[[ RECORDS open ]]

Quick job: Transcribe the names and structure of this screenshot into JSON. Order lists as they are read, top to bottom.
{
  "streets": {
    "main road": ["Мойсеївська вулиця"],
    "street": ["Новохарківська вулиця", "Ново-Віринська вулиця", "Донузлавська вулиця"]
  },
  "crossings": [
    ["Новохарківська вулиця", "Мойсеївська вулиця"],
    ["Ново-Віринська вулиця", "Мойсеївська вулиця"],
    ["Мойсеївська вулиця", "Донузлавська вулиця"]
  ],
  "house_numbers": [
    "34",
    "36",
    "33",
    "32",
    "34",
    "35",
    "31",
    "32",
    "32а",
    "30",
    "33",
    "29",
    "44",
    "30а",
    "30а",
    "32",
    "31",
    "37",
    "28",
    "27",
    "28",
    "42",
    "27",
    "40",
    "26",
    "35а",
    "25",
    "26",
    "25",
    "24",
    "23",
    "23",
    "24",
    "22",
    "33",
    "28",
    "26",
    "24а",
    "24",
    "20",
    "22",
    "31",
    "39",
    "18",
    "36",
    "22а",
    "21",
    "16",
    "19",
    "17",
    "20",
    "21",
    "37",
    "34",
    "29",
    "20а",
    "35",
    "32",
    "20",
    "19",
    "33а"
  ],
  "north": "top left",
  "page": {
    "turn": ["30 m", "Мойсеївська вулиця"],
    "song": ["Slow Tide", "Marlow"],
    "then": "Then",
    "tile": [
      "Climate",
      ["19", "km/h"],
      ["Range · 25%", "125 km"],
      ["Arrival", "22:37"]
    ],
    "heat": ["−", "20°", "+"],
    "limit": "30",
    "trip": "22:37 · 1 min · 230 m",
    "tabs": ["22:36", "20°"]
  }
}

[[ RECORDS closed ]]

§ **WHAT YOU HAVE TO DO**:
A faithful, complete reproduction of the listing above is requested.

§ **EXERCISE OUTPUT**:
Quick job: Transcribe the names and structure of this screenshot into JSON. Order lists as they are read, top to bottom.
{
  "streets": {
    "main road": ["Мойсеївська вулиця"],
    "street": ["Новохарківська вулиця", "Ново-Віринська вулиця", "Донузлавська вулиця"]
  },
  "crossings": [
    ["Новохарківська вулиця", "Мойсеївська вулиця"],
    ["Ново-Віринська вулиця", "Мойсеївська вулиця"],
    ["Мойсеївська вулиця", "Донузлавська вулиця"]
  ],
  "house_numbers": [
    "34",
    "36",
    "33",
    "32",
    "34",
    "35",
    "31",
    "32",
    "32а",
    "30",
    "33",
    "29",
    "44",
    "30а",
    "30а",
    "32",
    "31",
    "37",
    "28",
    "27",
    "28",
    "42",
    "27",
    "40",
    "26",
    "35а",
    "25",
    "26",
    "25",
    "24",
    "23",
    "23",
    "24",
    "22",
    "33",
    "28",
    "26",
    "24а",
    "24",
    "20",
    "22",
    "31",
    "39",
    "18",
    "36",
    "22а",
    "21",
    "16",
    "19",
    "17",
    "20",
    "21",
    "37",
    "34",
    "29",
    "20а",
    "35",
    "32",
    "20",
    "19",
    "33а"
  ],
  "north": "top left",
  "page": {
    "turn": ["30 m", "Мойсеївська вулиця"],
    "song": ["Slow Tide", "Marlow"],
    "then": "Then",
    "tile": [
      "Climate",
      ["19", "km/h"],
      ["Range · 25%", "125 km"],
      ["Arrival", "22:37"]
    ],
    "heat": ["−", "20°", "+"],
    "limit": "30",
    "trip": "22:37 · 1 min · 230 m",
    "tabs": ["22:36", "20°"]
  }
}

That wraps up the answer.